La nuestra, la tierra chilena, es el triste bien de unos hombres tristes. Las almas pobres empobrecen la tierra. Nuestros suelos no recibieron la adoración pagana y el bautismo cristiano introdujo la melancolía y el treno funerario de las campanas de otro tiempo que recitan los males de la esclavitud del alma en la materia. Nuestras tierras han sido regadas con sangre y sudores de duelo. No tienen el légamo de la alegría colectiva, de la comunidad fundada en el amor y la justicia, capaz de detener con sus exorcismos espirituales la degradación angustiosa de nuestra madre gea. Parece que no hubiéramos aún merecido ser sus señores, pues la manejamos mal, tercamente mal, con urgencias y exigencias cortas de visión. Hasta el vino que ella produce se nos vuelve angustioso. No puede producir sino ceguera y obcecación un vino sin danzas, sin fiestas, sin diálogos, sin conjuros liberadores. Nos falta la distancia inspiradora, cosa increíble en este país de largos horizontes, que colinda con distancias marinas y alturas montañosas que deberían estar pobladas de deseos, nostalgias y dioses. El pobre costino, que muele sus terrones para sembrar sus lentejas, chícharos o garbanzos, ni siquiera se arruga cuando ve avanzar las dunas que le comen sus pocas fanegas de suelo y las deja que le estrangulen su finca. Es la naturaleza, piensa, y siempre fue así. Siempre ha sido así.

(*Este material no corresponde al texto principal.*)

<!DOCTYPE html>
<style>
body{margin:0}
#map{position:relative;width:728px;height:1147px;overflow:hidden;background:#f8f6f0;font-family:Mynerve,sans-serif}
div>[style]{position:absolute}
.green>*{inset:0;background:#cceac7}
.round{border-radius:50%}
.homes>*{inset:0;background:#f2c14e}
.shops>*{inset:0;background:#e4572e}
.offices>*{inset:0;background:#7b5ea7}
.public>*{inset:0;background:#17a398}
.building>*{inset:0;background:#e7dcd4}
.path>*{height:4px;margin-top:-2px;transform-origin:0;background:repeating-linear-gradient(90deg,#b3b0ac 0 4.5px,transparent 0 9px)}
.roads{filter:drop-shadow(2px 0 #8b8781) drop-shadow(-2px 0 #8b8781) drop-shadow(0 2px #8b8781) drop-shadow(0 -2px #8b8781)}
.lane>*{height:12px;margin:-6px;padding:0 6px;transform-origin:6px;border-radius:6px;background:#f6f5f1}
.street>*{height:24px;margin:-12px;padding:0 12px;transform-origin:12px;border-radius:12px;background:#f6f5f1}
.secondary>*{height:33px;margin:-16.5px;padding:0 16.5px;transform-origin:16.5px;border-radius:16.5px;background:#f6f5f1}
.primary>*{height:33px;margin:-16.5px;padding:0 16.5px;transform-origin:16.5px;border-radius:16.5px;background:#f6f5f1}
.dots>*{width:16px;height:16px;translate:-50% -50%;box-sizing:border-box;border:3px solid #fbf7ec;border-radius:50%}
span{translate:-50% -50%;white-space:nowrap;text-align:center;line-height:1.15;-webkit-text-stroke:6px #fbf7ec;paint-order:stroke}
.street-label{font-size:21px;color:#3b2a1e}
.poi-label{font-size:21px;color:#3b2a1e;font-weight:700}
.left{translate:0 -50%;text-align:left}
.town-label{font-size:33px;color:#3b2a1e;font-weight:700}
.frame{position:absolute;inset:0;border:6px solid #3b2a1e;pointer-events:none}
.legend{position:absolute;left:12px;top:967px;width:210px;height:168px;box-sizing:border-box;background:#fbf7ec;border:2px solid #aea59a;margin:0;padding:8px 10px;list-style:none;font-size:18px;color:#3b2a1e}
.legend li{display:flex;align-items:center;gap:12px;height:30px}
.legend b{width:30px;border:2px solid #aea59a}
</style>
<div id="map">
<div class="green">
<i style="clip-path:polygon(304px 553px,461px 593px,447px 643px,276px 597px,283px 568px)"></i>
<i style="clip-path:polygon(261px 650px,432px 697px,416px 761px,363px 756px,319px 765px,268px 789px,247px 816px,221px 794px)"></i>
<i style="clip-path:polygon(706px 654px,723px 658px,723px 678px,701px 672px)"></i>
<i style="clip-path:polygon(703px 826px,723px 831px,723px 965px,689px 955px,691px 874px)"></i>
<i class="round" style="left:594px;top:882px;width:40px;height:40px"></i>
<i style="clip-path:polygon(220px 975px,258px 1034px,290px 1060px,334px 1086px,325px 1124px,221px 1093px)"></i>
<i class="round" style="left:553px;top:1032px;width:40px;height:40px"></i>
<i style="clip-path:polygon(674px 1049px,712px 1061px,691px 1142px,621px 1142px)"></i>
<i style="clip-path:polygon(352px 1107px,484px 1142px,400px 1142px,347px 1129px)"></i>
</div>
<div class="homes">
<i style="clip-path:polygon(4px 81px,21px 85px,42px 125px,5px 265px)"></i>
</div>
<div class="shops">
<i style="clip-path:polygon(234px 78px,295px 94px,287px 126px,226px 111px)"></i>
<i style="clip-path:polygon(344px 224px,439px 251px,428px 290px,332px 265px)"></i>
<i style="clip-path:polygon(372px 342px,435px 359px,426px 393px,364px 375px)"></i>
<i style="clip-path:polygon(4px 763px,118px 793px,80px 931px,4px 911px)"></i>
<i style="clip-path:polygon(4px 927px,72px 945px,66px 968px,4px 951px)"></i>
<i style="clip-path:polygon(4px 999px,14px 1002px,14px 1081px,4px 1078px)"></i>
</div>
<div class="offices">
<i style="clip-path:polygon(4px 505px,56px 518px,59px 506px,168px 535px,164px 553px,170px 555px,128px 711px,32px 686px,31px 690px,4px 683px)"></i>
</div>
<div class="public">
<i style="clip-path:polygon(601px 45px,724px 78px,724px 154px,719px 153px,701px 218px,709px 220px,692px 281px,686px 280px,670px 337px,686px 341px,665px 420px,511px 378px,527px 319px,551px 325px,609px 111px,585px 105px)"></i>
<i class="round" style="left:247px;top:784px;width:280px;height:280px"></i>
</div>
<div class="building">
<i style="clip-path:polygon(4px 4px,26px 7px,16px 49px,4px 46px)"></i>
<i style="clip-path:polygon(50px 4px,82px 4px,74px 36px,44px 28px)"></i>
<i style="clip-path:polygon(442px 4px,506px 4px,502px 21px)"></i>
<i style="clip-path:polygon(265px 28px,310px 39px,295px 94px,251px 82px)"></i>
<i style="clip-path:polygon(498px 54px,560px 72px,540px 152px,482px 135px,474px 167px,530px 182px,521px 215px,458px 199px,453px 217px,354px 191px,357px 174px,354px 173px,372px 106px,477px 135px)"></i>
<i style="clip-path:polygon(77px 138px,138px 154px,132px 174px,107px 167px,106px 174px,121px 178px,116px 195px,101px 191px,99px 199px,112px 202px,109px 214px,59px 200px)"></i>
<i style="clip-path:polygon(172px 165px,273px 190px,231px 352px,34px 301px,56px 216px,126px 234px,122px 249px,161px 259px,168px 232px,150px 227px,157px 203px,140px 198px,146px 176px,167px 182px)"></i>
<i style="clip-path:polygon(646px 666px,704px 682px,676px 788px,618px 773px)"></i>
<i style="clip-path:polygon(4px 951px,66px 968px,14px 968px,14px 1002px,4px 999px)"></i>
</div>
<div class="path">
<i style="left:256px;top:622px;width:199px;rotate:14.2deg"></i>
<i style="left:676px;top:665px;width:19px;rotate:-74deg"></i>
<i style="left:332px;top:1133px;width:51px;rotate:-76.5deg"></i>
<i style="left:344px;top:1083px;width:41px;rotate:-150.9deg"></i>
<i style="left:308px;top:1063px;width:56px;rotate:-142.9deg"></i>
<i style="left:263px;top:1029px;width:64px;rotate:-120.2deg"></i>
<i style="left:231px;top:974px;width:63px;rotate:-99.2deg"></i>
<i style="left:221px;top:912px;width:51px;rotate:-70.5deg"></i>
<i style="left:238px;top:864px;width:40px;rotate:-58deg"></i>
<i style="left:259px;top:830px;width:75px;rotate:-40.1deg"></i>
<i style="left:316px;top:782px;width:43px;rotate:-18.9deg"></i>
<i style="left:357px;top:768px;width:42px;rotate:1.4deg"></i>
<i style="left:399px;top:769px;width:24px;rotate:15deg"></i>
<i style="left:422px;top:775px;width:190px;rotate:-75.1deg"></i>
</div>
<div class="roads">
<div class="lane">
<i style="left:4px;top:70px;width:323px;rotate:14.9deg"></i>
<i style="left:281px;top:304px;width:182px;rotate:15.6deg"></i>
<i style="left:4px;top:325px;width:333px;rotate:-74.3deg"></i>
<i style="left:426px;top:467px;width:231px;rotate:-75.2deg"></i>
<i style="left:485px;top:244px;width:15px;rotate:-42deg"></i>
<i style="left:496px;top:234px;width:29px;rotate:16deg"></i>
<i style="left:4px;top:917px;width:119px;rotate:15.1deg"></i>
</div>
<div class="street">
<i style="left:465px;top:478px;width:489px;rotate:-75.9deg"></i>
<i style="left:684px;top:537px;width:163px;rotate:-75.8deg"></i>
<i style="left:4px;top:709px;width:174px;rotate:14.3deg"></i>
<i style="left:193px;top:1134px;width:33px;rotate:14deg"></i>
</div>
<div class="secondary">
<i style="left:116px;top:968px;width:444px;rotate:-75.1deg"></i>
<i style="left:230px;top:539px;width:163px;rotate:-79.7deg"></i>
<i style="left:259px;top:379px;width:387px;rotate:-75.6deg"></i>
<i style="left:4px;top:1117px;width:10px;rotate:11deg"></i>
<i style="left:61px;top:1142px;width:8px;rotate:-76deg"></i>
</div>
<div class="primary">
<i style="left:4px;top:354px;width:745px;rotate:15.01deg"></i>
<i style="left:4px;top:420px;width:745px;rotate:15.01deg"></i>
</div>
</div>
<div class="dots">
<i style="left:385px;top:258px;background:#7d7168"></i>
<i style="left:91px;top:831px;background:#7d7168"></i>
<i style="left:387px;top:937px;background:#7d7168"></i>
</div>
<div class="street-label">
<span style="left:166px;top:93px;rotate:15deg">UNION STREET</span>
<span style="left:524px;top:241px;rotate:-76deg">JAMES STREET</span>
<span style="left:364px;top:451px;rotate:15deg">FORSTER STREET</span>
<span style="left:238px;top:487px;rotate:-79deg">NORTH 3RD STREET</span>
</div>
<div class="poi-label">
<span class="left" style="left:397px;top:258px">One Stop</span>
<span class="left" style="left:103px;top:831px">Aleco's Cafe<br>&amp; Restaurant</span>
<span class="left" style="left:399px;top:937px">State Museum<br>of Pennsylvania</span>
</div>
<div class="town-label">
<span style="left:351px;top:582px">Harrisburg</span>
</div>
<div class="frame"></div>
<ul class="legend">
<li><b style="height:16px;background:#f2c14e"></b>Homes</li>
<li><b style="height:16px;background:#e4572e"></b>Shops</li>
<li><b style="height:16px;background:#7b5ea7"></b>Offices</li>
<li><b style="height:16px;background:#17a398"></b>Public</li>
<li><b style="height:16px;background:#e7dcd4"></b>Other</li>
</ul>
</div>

El hombre, aplastado por un mundo que le pide socorro, porque la tierra no quiere morirse, y ama por igual sus trigos y sus yuyos, que son vida que cada año renace, se queda sin responder. Ni siquiera recoge las pródigas setas del otoño. La diosa Ceres no visitó nuestros campos, no nos trajo sus danzas festivales entre las colinas doradas de trigo, rojas de viñas.

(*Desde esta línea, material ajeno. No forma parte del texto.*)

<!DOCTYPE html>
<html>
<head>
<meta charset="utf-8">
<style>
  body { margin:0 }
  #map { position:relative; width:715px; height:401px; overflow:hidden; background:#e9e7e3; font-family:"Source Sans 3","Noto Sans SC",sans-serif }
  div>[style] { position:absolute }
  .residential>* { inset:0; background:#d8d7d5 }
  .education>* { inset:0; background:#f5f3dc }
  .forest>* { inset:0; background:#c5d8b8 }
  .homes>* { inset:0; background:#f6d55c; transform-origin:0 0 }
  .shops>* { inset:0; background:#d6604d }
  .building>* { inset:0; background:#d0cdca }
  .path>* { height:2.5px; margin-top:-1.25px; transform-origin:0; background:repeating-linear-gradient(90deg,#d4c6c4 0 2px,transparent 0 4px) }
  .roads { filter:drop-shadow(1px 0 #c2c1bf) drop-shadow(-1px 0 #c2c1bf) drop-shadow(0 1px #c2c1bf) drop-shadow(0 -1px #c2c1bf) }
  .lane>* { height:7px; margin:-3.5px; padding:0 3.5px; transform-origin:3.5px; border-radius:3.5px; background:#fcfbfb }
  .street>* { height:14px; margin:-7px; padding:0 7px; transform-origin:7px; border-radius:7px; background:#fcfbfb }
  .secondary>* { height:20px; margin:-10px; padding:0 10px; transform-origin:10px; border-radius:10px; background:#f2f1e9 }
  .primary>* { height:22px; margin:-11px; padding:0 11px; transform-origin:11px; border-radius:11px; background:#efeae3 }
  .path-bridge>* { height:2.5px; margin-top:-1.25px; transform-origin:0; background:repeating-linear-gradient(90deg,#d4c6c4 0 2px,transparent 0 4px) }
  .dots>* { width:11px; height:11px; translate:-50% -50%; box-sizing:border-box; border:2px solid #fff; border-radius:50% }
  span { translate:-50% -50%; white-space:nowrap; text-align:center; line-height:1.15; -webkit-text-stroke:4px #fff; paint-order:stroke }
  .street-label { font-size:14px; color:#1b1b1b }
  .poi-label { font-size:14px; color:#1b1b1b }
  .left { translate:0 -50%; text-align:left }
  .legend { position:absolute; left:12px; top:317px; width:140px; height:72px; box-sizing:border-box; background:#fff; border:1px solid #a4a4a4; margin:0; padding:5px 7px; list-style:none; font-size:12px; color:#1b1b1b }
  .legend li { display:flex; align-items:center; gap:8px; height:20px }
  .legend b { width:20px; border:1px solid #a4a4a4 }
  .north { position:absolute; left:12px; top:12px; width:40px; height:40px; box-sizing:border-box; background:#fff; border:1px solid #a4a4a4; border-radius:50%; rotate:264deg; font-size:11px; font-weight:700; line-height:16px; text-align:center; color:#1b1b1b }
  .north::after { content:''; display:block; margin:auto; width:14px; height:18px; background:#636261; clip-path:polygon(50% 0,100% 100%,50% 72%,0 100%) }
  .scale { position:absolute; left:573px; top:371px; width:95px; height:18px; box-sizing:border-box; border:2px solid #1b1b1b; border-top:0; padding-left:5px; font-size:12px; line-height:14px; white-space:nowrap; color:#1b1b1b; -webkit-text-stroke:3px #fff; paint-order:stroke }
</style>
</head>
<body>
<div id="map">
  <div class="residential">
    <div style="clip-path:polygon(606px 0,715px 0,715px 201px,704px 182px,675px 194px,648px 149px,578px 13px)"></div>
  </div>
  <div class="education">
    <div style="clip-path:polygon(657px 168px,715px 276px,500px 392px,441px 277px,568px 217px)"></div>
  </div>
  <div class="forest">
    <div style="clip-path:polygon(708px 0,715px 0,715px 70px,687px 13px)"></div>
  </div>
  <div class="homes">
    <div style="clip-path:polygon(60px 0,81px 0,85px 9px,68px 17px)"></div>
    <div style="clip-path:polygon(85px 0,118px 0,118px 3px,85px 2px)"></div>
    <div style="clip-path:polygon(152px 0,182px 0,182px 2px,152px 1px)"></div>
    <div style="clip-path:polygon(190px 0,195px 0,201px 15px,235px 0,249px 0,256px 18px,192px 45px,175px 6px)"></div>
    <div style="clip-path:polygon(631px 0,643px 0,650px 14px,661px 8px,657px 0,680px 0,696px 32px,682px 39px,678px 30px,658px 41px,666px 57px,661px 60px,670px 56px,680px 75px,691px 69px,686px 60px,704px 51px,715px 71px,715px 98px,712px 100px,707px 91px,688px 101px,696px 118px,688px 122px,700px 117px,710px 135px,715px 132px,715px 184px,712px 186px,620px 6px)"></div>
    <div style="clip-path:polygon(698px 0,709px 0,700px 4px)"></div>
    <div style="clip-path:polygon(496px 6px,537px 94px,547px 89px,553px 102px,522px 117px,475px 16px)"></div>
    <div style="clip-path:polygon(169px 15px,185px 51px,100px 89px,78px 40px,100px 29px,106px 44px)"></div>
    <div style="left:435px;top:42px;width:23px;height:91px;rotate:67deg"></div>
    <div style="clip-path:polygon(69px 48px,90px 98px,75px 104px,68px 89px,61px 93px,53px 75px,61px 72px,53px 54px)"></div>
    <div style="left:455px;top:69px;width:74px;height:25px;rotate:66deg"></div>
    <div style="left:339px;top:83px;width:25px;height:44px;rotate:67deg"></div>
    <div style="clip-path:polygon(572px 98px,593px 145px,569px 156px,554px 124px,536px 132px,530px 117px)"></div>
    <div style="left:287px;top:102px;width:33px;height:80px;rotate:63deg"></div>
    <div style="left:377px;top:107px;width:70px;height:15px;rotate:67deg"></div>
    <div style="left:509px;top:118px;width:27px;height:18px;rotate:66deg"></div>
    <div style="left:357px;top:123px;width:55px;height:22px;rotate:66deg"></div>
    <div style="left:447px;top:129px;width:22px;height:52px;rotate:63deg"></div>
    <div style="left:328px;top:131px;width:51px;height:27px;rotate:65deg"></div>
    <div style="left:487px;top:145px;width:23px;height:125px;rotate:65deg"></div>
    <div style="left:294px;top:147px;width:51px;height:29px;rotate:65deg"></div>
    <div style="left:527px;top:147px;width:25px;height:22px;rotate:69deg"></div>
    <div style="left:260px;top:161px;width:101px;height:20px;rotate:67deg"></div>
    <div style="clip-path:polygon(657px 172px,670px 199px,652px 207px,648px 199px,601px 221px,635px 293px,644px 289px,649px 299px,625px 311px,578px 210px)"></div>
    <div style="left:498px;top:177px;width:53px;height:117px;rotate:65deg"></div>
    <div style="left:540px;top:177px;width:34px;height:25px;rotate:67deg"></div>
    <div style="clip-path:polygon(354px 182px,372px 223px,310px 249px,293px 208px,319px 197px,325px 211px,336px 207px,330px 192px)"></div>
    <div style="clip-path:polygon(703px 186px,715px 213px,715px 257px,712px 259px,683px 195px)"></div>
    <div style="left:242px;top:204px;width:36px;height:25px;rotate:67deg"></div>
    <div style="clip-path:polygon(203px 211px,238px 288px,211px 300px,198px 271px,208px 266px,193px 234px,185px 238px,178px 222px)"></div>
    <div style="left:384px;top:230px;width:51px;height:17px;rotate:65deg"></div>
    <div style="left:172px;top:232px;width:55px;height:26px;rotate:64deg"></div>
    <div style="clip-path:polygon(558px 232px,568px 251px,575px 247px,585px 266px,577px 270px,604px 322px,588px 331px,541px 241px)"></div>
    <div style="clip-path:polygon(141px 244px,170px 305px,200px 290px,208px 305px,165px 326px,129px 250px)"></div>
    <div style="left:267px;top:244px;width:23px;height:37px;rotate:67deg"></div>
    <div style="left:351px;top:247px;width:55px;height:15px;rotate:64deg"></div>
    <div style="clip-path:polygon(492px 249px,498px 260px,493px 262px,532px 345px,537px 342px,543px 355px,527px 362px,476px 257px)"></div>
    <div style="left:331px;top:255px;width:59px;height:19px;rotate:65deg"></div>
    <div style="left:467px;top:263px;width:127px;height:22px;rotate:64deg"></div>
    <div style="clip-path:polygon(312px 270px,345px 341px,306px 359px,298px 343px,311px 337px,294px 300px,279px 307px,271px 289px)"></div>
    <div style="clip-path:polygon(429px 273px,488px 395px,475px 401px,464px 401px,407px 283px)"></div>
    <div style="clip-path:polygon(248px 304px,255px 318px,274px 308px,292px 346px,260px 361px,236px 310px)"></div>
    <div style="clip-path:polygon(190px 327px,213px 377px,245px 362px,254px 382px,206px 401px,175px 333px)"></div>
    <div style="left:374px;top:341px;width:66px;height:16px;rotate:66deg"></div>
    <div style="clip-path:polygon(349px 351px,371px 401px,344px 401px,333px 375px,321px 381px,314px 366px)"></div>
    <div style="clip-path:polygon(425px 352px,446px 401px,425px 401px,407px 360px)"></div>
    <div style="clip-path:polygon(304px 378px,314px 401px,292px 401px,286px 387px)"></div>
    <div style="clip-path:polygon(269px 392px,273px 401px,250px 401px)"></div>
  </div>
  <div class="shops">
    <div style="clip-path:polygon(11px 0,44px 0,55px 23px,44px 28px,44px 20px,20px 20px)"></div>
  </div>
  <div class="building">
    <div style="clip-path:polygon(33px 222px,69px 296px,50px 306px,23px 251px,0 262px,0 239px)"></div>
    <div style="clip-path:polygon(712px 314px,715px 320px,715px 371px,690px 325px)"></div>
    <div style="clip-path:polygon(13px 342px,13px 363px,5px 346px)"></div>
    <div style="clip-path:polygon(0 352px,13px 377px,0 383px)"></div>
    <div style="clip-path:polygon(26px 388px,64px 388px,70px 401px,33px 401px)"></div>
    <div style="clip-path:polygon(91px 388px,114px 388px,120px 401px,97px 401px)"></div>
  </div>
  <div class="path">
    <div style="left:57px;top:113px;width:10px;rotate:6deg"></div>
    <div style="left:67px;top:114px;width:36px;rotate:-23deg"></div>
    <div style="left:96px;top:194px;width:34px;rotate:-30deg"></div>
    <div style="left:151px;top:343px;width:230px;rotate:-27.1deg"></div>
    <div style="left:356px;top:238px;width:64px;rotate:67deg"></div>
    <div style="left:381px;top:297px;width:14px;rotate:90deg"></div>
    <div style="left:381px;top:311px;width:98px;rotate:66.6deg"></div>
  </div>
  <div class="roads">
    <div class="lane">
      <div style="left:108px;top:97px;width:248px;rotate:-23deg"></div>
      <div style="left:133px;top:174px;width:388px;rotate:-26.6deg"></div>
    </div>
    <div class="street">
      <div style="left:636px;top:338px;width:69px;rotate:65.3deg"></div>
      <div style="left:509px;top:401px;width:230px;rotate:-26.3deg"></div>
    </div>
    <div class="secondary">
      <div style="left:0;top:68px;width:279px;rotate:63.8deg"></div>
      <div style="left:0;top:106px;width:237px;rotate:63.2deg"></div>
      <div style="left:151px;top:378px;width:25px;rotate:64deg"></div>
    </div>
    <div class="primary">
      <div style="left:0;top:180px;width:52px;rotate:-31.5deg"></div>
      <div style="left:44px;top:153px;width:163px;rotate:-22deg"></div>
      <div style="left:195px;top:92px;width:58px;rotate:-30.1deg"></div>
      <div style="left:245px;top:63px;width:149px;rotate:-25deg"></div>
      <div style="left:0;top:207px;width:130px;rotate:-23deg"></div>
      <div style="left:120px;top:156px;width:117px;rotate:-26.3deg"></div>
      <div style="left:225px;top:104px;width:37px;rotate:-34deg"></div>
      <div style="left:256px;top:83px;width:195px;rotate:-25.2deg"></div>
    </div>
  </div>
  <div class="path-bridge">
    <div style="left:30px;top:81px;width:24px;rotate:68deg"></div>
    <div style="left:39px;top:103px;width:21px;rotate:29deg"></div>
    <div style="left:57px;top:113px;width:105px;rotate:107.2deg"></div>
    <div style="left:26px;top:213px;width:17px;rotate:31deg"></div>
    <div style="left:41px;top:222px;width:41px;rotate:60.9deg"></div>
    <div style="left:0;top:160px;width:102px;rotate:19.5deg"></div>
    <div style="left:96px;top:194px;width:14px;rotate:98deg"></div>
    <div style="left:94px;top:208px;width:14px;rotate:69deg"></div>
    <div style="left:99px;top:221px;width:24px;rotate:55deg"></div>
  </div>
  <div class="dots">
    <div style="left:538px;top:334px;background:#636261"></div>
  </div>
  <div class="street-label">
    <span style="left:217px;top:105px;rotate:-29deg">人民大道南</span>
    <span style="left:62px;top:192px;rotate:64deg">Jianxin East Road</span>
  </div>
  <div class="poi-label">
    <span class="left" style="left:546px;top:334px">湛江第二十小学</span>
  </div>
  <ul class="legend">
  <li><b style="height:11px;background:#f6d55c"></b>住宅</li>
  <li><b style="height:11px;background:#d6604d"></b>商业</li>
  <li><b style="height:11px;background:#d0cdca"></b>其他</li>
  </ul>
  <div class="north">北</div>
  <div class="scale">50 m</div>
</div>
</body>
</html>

En lugar de los ritos de celebración terrestre, nos entregamos a las grandes ordalías de los bosques en llamas. Desde diciembre sufrimos el calor artificial de unos días sofocantes, de unas noches alumbradas frente a las ciudades y pueblos por la brasa de los cerros ardientes, unos cerros ahora calvos y amarillos, de donde bajaban en otro tiempo, en la zona central de Chile, mujeres y muchachos que vendían cubos de maqui y cóguiles. Esos y otros frutos se daban en profusión en los bosques húmedos de las quebradas y en los faldeos revueltos de lianas, fuentecillas y helechos, que todos igualmente perdimos, ellos, nosotros, nuestros hijos. Los propietarios de la tierra – grandes y pequeños- transformaron los retazos de selva en sacos de carbón. Del mismo modo procedieron con la dura y difícil vegetación arbórea del Norte Chico los ilustres dueños de las minas de cobre de Tamaya y otros innumerables, hasta llevar el desierto a un grado de perfección insuperable en su género. Entre todos ellos, ¿quién amo a la tierra, que es un bien esencialmente común, apenas prestado? ¿Qué importa que se escurra, que se calcine y se parta, si nadie la sostiene y la quiere, si nadie la siente en verdad suya y de todos, como el terrón natal de la patria? Nos habituamos a pensar que la tierra todo lo da, que lo dará siempre todo, que siempre habrá tierra. Es inmortal la tierra que mantiene al hombre y sus obras. Pero no lo es la tierra-instrumento, traje que se tira cuando se pone viejo, la gleba explotada por el avaro, que solo se aprovecha de ella y la esquilma, como amante clandestino de mujer de mala vida a la cual se puede inferir agravios sin castigo. No, no merecemos todavía nuestra tierra.
Los máximos destructores del suelo acostumbran a pronunciar himnos y discursos patrióticos en alabanza del viejo régimen agrario. El patriotismo, con todo lo que envuelve, comienza por cierto con la tierra y su gente. Pero habría que preguntar, cada vez: ¿has hecho buen uso de esta tierra que dices amar? La respuesta es obvia, y falsa. ¿Canales y obras de riego, tranques? Sí, en buena hora, pero casi siempre con fondos del Estado, con el dinero de todos. ¿Y el resto? ¿Ante quién habrá que rendir cuenta de tanto cerro arañado por la erosión con todos sus panes y pájaros menos, de tantas tierras enrojecidas sin árboles ni cantos, de tanta quebrada seca, de los alerces quemados, de las araucarias abatidas para siempre sin nada que las reemplace? Solo clama justicia tanta tierra descuidada, perdida, estrujada; tanto bien de todos que se fue derecho al mar, tanta mortandad de peces de agua dulce, tanto puqui cegado. Quién sabe un día presidirá este tribunal supremo, más severo que otros, un juez que se hará eco de la parábola de los talentos: “Te di un pedazo de la tierra bien plantado de árboles y amenizado por aguas y ahora me lo devuelves yermo. Ahora sabes. Te lo di para probarte, para ver quién eras. Te lo di cargado de flores, liviano de cantos. Mira lo que me entregas. No me importa tanto la tierra como lo que hiciste con ella. Yo puedo crear dondequiera otra tierra, otras tierras. No me cuesta reparar lo que destruyes. Pero tu propia destrucción me importa y me cuesta. La tierra es tu retrato. Mírate en estos cerros secos, agrietados, satánicos. Aquí no brotan semillas. Ni siquiera malezas. ¿No es éste tu propio rostro?”